Begin with the first line of the entries below and reproduce each line exactly, ending with the line that holds "margin:0; padding:0; list-style:none".

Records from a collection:
■ ■ ■ ■ ■ ■ ■

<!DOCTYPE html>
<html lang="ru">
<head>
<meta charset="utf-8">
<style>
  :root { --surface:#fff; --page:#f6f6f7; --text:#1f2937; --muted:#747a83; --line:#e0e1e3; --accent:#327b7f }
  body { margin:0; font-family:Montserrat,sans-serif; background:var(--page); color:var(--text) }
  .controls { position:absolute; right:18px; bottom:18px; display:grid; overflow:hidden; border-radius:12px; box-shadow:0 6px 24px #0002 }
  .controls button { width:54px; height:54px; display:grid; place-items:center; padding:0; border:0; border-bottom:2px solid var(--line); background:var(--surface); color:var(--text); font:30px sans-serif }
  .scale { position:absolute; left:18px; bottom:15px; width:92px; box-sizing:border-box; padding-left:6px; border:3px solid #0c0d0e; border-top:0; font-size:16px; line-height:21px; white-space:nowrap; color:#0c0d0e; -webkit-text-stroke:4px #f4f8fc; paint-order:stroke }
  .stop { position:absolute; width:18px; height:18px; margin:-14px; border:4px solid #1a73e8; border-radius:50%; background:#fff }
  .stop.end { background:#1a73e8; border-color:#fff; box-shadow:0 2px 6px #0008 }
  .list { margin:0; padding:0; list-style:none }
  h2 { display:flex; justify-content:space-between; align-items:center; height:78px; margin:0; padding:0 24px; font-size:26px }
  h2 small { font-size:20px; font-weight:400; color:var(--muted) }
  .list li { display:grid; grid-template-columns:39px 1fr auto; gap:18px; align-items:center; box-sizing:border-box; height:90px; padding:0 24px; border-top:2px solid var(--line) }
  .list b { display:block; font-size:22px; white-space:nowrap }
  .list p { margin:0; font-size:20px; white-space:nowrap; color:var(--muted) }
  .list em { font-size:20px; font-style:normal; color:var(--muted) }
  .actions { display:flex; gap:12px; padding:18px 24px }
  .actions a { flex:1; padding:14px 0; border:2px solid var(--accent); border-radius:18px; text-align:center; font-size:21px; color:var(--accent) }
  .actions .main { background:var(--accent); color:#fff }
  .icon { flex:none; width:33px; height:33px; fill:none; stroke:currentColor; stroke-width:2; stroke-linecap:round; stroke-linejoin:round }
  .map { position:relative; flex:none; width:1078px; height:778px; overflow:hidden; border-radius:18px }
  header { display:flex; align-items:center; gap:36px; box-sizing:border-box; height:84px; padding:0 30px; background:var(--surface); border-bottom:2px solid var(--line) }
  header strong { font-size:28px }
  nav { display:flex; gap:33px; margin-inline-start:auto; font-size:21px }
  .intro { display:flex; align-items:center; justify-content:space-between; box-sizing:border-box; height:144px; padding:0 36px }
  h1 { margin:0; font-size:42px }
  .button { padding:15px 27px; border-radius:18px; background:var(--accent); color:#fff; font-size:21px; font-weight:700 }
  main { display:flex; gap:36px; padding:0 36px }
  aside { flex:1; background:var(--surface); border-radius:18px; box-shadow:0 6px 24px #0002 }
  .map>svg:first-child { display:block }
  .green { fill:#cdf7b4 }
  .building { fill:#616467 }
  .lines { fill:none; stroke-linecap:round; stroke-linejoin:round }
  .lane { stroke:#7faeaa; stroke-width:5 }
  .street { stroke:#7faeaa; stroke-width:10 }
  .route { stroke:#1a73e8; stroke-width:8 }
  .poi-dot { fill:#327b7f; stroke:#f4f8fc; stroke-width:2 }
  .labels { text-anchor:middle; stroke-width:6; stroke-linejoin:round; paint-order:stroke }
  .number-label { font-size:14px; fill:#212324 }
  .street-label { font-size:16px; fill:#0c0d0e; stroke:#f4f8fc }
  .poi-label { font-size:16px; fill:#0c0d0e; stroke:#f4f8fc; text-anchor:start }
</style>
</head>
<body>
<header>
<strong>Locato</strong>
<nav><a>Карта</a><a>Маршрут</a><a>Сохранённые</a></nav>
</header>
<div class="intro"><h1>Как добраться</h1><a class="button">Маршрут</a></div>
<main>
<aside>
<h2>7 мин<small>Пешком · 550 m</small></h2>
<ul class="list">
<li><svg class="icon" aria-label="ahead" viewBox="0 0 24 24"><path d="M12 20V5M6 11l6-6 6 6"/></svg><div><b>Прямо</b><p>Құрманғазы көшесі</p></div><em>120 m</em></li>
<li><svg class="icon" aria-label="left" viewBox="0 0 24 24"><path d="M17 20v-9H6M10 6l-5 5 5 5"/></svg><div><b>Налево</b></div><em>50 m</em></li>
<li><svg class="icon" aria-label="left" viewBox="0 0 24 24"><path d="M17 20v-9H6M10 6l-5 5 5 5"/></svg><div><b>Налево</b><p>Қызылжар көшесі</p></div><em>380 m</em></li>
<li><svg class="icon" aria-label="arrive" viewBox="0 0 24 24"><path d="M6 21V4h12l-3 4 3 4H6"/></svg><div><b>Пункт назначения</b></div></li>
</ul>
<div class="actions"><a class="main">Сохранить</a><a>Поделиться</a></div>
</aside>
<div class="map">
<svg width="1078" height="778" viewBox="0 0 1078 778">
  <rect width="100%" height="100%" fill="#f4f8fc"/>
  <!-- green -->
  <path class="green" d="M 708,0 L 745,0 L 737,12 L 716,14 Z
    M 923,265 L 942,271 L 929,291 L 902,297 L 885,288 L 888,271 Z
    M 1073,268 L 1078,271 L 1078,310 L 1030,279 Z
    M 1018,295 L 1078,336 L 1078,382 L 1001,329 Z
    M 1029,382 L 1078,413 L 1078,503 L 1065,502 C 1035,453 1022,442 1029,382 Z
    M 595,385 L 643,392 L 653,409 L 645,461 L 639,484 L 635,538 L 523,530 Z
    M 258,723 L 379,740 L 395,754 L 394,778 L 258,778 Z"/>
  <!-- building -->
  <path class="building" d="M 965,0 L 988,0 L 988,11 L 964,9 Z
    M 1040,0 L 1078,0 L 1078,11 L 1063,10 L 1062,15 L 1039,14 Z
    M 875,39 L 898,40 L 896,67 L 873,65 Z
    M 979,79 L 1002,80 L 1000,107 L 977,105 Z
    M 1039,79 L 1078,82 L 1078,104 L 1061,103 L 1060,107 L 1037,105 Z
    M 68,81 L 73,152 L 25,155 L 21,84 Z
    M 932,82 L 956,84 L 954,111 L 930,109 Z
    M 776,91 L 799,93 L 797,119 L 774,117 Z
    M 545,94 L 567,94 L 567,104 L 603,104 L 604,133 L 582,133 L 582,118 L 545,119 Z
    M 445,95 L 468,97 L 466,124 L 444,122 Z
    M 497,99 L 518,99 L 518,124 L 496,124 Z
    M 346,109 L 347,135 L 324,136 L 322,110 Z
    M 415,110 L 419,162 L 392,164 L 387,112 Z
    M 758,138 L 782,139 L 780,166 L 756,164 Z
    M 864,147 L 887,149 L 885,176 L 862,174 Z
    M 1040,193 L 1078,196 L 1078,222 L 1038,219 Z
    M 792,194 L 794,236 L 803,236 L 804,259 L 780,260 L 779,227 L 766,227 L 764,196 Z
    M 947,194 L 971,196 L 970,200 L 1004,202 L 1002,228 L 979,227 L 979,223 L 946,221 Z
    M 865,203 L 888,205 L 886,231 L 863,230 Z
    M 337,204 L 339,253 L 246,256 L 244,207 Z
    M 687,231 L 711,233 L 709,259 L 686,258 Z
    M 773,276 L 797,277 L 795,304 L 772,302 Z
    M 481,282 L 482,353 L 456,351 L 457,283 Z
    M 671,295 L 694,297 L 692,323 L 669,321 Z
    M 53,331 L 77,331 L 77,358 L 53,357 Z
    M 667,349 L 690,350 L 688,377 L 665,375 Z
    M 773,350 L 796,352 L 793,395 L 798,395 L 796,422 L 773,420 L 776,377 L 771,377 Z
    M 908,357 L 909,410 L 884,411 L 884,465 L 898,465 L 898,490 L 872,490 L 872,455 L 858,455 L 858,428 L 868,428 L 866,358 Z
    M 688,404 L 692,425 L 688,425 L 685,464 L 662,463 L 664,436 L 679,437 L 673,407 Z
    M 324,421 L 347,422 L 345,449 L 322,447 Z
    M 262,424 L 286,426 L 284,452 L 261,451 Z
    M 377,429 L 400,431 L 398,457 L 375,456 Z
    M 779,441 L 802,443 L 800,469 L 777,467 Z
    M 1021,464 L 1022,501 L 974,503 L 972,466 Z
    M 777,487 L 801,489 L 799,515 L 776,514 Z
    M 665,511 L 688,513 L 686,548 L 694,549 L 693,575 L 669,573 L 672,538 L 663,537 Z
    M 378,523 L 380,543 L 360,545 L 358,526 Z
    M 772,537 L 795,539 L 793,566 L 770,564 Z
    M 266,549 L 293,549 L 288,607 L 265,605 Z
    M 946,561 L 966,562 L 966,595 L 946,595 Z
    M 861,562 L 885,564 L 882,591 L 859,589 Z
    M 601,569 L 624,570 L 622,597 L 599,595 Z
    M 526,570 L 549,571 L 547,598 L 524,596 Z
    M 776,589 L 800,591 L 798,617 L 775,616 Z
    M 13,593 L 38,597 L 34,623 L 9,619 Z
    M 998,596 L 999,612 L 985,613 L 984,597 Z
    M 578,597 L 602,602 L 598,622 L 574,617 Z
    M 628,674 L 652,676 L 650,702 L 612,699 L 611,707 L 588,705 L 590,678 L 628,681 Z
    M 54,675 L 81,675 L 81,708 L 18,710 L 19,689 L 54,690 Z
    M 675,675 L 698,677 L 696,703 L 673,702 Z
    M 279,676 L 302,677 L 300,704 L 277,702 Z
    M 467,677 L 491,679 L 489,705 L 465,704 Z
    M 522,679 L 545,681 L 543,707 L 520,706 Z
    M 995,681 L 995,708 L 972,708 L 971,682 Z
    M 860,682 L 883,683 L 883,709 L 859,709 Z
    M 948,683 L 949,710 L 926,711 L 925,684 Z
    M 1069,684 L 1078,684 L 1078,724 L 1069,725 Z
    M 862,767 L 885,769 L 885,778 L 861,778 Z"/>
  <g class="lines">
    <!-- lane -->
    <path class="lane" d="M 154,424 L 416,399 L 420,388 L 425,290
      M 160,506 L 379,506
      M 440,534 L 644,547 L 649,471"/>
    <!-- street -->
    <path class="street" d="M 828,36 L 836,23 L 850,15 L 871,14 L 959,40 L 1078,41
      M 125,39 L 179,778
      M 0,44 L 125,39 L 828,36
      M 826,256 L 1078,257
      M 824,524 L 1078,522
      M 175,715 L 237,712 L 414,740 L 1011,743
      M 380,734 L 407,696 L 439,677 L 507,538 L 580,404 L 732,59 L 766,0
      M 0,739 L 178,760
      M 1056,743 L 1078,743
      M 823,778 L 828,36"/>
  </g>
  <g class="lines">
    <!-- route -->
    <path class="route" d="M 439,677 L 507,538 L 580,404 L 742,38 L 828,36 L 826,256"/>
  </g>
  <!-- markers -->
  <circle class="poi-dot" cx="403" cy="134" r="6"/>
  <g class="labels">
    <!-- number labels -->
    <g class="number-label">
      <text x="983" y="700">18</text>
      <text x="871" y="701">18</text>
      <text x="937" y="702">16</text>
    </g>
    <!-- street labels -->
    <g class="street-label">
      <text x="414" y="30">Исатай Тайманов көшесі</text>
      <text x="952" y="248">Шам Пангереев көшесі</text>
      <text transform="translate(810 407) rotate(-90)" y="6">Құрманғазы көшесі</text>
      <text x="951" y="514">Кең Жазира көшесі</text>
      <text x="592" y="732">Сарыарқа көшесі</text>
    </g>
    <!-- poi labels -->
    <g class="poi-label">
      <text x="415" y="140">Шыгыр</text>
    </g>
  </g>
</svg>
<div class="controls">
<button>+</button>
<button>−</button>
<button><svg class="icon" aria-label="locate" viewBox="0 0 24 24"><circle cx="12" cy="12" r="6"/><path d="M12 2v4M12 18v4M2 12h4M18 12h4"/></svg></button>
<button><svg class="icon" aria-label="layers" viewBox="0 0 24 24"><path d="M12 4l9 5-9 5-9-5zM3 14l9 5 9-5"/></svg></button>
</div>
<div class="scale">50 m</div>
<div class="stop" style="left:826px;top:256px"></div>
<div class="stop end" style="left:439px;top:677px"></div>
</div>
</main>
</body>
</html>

■ ■ ■ ■ ■ ■ ■

Response below |
<!DOCTYPE html>
<html lang="ru">
<head>
<meta charset="utf-8">
<style>
  :root { --surface:#fff; --page:#f6f6f7; --text:#1f2937; --muted:#747a83; --line:#e0e1e3; --accent:#327b7f }
  body { margin:0; font-family:Montserrat,sans-serif; background:var(--page); color:var(--text) }
  .controls { position:absolute; right:18px; bottom:18px; display:grid; overflow:hidden; border-radius:12px; box-shadow:0 6px 24px #0002 }
  .controls button { width:54px; height:54px; display:grid; place-items:center; padding:0; border:0; border-bottom:2px solid var(--line); background:var(--surface); color:var(--text); font:30px sans-serif }
  .scale { position:absolute; left:18px; bottom:15px; width:92px; box-sizing:border-box; padding-left:6px; border:3px solid #0c0d0e; border-top:0; font-size:16px; line-height:21px; white-space:nowrap; color:#0c0d0e; -webkit-text-stroke:4px #f4f8fc; paint-order:stroke }
  .stop { position:absolute; width:18px; height:18px; margin:-14px; border:4px solid #1a73e8; border-radius:50%; background:#fff }
  .stop.end { background:#1a73e8; border-color:#fff; box-shadow:0 2px 6px #0008 }
  .list { margin:0; padding:0; list-style:none }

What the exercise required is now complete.